Your assumption that Republicans wait for Democrats to set precedent is faulty. They do whatever they damn well please.
The issue for me is the “father knows best” meme in the conservative base. Newt has ZERO moral authority here, and it should be duly noted. Reminds me gay Republicans who vote against gay rights.
Obama is still defending DADT, don’t drink the kool aid.
http://www.metroweekly.com/poliglot/2011/02/doj-opposes-continued-appeal-o.html
Possibly useful, definitely interesting paper.
Goopers like the same things, the same way, over and over.
This is particularly true, imvho, with how they posture publicly during general election cycles. Meaning that, since they’re rigidly authoritarian, they have a pecking order going from the littlest sub-monkeys up to the big gorilla.

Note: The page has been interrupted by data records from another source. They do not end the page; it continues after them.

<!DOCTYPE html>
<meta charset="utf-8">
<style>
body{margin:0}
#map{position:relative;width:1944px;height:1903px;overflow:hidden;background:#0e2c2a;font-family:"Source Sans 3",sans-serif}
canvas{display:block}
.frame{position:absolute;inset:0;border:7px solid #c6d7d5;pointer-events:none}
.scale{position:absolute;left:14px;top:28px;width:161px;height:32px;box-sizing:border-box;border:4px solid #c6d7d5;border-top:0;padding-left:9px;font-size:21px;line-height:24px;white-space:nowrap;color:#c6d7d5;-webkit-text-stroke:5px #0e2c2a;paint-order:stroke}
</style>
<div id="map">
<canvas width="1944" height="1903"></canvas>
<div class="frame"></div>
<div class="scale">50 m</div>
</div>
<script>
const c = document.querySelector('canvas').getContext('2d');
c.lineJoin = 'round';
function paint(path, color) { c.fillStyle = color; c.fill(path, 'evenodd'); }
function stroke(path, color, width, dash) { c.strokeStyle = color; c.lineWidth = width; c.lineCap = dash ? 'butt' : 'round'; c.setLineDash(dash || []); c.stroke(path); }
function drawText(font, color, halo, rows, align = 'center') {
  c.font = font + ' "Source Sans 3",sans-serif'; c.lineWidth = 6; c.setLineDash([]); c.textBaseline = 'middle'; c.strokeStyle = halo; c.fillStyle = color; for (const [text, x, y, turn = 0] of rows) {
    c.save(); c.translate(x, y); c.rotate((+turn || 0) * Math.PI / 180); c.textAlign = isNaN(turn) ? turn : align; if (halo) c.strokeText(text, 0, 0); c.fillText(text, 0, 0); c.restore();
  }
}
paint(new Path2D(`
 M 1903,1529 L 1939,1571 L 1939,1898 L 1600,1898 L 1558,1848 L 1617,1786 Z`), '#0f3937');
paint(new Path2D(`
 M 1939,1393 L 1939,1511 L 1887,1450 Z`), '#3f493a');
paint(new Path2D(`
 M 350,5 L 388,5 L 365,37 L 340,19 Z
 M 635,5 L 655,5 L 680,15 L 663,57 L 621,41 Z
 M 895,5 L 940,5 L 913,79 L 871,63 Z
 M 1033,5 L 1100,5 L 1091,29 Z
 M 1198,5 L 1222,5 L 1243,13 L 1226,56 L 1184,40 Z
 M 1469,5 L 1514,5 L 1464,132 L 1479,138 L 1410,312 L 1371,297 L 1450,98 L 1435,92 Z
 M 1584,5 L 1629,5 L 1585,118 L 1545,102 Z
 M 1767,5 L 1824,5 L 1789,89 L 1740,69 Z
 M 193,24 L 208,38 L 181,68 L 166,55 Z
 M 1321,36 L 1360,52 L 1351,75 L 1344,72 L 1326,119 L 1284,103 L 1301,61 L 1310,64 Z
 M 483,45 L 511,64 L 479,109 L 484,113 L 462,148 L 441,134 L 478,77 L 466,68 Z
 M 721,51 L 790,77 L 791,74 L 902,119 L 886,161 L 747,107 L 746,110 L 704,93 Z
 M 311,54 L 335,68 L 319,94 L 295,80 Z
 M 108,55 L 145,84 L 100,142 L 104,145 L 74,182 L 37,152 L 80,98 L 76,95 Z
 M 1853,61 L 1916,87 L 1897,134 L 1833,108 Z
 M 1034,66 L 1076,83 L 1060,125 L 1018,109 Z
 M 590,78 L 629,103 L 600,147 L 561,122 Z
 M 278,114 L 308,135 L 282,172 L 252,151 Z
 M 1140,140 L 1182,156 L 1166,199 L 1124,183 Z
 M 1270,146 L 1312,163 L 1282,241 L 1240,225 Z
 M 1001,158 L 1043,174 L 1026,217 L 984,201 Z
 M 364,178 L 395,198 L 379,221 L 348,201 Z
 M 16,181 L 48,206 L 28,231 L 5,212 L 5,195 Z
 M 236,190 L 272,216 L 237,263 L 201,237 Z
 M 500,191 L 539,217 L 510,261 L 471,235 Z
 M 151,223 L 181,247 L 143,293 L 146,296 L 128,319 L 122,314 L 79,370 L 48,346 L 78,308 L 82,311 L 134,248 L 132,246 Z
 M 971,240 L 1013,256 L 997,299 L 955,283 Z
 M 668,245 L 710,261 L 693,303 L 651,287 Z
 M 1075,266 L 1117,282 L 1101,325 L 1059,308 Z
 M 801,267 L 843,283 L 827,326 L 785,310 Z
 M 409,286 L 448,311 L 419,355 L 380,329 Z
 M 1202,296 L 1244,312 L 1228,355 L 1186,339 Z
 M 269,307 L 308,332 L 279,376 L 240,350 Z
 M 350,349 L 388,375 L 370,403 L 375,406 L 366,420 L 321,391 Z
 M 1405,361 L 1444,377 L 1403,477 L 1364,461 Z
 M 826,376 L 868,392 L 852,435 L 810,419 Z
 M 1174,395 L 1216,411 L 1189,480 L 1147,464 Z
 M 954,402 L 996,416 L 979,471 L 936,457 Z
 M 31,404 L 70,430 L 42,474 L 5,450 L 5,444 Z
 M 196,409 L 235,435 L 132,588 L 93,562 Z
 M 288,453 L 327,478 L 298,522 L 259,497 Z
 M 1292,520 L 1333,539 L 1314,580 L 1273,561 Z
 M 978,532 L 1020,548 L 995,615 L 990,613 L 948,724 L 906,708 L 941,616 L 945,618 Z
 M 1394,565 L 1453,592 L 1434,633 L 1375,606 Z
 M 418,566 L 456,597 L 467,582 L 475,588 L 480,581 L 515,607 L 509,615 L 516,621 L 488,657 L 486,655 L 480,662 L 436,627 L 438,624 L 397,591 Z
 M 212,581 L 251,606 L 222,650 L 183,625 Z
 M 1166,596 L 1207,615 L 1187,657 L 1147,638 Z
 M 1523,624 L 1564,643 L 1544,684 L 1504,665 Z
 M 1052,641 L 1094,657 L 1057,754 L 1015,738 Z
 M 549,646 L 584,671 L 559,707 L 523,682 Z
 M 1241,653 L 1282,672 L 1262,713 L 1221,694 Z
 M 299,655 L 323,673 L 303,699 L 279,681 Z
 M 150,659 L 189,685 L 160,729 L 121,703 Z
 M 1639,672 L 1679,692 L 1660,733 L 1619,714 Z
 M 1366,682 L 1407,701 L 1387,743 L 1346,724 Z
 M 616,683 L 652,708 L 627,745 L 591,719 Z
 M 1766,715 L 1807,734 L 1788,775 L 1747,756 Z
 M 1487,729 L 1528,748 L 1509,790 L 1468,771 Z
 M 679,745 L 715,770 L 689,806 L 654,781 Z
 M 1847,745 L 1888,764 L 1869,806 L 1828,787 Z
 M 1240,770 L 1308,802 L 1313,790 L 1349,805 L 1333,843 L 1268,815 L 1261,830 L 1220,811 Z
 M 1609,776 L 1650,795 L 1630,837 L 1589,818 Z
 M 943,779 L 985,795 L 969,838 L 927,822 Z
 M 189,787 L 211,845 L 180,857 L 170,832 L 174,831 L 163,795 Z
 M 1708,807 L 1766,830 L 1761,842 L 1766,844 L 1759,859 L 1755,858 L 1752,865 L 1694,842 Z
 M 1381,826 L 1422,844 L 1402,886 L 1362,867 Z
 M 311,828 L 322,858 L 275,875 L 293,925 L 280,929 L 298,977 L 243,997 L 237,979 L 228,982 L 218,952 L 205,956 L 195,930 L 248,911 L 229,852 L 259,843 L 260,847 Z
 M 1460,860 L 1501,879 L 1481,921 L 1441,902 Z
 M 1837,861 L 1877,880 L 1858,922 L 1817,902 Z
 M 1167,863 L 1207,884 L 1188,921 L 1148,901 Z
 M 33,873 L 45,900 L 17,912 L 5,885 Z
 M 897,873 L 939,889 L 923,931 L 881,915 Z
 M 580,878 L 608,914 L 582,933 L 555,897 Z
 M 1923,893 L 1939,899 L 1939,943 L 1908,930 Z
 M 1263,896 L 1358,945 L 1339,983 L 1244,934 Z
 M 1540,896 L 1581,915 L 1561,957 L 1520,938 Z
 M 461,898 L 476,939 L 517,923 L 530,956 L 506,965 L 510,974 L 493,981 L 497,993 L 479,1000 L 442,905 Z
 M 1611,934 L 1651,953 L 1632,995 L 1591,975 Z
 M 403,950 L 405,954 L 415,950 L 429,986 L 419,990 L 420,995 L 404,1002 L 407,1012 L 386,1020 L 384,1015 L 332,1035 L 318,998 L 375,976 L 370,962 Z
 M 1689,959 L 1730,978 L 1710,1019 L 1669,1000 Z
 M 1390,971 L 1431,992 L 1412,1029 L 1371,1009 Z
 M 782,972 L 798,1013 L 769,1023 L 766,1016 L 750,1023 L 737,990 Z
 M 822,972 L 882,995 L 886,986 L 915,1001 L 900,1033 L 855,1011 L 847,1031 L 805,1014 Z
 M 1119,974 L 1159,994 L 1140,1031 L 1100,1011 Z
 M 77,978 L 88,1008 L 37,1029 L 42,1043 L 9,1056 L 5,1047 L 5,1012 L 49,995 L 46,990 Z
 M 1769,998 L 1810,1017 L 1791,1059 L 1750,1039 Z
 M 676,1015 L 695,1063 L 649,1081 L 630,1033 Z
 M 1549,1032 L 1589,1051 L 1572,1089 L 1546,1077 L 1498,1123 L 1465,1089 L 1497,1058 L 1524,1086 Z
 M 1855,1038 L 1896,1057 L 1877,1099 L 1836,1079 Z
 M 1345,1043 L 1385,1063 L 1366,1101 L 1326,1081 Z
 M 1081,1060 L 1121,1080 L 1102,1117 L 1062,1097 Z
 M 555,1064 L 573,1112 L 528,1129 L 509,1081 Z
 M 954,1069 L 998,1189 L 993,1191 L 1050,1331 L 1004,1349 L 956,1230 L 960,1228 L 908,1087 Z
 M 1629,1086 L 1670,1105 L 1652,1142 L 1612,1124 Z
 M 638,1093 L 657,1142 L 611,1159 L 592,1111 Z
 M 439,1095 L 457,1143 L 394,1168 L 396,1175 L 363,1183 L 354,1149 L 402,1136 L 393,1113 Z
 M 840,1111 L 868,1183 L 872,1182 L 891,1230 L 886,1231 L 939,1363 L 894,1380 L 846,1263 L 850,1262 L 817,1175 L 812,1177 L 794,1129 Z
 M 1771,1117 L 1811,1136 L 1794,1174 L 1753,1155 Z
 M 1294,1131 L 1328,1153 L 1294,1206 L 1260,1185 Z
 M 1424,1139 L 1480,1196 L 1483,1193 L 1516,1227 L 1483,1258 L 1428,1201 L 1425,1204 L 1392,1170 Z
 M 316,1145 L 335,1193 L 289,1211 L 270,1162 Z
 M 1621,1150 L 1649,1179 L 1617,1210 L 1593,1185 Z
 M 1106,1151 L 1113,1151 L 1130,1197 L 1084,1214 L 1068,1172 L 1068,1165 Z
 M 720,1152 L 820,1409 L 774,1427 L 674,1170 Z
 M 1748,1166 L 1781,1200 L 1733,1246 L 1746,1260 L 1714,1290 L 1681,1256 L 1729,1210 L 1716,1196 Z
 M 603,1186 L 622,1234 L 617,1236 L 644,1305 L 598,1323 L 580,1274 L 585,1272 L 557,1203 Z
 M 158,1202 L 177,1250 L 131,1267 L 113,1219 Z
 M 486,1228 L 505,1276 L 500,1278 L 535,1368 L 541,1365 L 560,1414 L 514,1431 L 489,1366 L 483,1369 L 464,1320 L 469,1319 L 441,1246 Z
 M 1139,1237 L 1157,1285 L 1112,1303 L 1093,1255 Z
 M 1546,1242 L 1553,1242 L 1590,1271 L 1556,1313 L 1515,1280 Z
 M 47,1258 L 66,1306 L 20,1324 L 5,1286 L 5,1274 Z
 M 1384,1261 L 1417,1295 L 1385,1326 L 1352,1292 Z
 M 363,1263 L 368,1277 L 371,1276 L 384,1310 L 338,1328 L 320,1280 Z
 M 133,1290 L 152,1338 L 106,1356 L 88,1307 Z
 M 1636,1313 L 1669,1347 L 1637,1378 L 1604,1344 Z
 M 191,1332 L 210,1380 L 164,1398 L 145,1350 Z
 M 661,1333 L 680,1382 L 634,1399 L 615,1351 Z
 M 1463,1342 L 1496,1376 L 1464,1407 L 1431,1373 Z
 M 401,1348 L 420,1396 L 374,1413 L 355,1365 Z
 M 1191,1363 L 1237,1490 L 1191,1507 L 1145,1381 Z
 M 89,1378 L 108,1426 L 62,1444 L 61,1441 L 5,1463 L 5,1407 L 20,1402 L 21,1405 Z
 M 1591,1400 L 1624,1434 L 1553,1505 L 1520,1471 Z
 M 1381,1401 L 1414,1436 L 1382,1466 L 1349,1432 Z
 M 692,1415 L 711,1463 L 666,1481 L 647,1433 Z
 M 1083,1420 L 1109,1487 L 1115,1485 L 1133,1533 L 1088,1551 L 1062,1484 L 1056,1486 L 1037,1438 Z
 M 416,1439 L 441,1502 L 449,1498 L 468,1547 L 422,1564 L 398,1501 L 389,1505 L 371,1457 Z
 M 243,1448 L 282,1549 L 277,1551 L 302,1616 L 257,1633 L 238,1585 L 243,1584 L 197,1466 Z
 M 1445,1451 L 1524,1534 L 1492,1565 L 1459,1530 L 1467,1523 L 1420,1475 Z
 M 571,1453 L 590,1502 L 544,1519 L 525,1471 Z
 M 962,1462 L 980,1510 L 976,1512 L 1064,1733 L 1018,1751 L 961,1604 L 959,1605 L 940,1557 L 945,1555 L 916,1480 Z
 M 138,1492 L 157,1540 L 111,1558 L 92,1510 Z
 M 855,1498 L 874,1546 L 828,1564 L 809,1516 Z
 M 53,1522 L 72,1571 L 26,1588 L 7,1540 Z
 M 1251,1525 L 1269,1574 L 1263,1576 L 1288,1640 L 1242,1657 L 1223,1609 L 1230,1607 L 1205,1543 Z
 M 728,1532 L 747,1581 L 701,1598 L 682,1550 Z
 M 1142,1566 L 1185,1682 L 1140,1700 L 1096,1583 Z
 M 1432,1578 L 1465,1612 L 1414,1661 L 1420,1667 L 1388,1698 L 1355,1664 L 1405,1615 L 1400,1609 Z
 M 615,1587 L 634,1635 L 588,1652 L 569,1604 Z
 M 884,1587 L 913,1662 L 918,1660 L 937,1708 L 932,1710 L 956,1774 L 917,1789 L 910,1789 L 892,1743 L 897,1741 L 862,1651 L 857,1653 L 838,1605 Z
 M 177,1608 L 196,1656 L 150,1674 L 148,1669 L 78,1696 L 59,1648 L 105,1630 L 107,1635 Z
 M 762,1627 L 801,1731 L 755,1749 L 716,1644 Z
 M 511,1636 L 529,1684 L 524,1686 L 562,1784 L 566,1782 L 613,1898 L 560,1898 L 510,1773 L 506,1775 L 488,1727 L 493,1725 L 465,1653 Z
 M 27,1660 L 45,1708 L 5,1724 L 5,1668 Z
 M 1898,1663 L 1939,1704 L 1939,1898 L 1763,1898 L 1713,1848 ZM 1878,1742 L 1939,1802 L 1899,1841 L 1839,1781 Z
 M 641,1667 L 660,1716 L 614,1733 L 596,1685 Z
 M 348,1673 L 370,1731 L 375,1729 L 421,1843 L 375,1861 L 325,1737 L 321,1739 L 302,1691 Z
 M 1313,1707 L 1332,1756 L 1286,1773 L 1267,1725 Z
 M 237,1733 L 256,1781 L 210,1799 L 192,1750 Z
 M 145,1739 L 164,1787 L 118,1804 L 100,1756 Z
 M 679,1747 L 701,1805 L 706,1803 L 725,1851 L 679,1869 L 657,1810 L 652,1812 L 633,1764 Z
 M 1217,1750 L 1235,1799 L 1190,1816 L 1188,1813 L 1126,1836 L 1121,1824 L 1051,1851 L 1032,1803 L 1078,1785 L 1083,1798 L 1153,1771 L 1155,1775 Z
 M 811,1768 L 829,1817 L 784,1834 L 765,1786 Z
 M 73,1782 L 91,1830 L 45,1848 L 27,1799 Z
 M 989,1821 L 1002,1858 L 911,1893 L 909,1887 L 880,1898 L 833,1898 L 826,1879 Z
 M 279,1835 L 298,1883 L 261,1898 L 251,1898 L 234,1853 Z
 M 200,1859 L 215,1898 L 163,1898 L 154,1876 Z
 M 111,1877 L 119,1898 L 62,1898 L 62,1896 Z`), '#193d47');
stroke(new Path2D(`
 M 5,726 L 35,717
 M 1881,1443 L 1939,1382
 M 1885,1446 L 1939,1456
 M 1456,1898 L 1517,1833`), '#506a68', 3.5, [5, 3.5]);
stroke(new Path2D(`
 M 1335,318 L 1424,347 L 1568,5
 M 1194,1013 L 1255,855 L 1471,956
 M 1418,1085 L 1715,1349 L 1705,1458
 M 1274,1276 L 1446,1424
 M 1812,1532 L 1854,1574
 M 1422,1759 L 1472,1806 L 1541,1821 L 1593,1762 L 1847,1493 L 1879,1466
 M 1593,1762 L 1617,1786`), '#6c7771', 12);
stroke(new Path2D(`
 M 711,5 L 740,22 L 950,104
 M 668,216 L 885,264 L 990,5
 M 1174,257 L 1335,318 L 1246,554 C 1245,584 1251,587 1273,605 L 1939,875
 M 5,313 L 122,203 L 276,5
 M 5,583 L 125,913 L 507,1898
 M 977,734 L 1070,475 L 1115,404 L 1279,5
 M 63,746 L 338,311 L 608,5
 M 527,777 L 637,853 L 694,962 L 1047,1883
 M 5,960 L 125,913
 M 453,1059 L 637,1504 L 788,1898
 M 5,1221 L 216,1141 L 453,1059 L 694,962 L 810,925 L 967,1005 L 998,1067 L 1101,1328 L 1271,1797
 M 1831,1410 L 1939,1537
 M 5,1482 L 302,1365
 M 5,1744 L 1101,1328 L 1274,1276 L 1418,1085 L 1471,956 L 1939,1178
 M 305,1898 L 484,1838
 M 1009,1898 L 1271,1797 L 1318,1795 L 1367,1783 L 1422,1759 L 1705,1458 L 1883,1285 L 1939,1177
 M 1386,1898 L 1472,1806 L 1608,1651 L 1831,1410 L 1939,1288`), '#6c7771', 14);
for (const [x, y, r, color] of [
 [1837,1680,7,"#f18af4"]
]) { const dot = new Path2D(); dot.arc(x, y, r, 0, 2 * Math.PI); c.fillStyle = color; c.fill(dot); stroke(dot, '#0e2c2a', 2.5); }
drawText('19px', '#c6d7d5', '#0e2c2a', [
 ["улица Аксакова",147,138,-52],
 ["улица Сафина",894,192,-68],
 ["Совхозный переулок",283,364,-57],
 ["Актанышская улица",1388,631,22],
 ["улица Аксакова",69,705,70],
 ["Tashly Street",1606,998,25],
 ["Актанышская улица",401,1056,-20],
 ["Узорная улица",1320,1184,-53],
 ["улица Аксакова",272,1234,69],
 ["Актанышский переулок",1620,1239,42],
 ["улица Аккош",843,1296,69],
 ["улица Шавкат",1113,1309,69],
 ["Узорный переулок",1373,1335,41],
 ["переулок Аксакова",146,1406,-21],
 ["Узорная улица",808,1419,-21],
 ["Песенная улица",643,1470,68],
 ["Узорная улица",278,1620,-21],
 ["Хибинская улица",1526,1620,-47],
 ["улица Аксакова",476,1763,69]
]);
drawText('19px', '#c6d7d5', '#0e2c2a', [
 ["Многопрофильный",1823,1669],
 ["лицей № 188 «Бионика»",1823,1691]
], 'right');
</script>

So, Newt is amongst the first to stand-up, shout his hate, and run away…then Huckleberry will get his hit-and-run chest-beating in…and so on until all the sub-monkeys fall in-line with the current silverback – Jeb – or the silverback-in-waiting – Mitt.
So, it’s way early in the election cycle – which only means it’s time for Newt to dash up to the mic wearing his cheap gorilla suit, and act like he’s running for President, but none of the Goopers actually see him that way.
He’s more like a jester, out early to get the crowd crudely chanting ‘Loyalty over Hypocrisy!’
NYT’s has a puff piece today on Newt’s prez ambitions. They make brief mention of his marriage foibles, none of his fraud, and proceed to explain he’ll have to court GOP base (evangelicals) if he’s to “succeed.”
Comforting to know these fuckers can still get their propaganda on NYT’s front page uncritically through whatever invisible back channels they’ve been doing this for last +/- decade.
AFAIC, the notion that this bum can be taken seriously in *any* serious discussion, by US’ best daily newspaper no less, is a measure of just how far things have slipped here on the home front.
The only thing this guy deserves his ball & chain.
On same page, Time’s has an article on the entirely expected, wholly predictable: Regulation Lax as Gas Wells’ Tainted Water Hits Rivers… the culmination of a process Gingrich mastered & his followers since have expanded upon: calling FED oversight cops off everything… every-fucking-thing, that might cost his lords a buck.
Irregardless of the fact this kind’a stuff costs everybody… everybody else their health, or home, or safe food, or safe water, or safe air, or a planet to live on, built w/incredible self-regulating natural mechanisms which maintain it’s habitability for humans, yet these guys are undermining that… planet livability, for a buck.
Did I miss it in the comments? Is it too late to change your headline, EW? What is a “Singeing Statement”? Most people seem to read it as “signing,” but it could be “singing,” although “singeing” might actually be appropriate, because Newt has been singe-d, as in burnt superficially or lightly. Or were you stretching for a pun there? But even there, spelling might be in disorder, because the past tense of “singe” is apparently spelt “singed,” so it may be that the gerund form of “singe” should be “singing”.
At any rate, I agree that Newt is due for another singe-ing.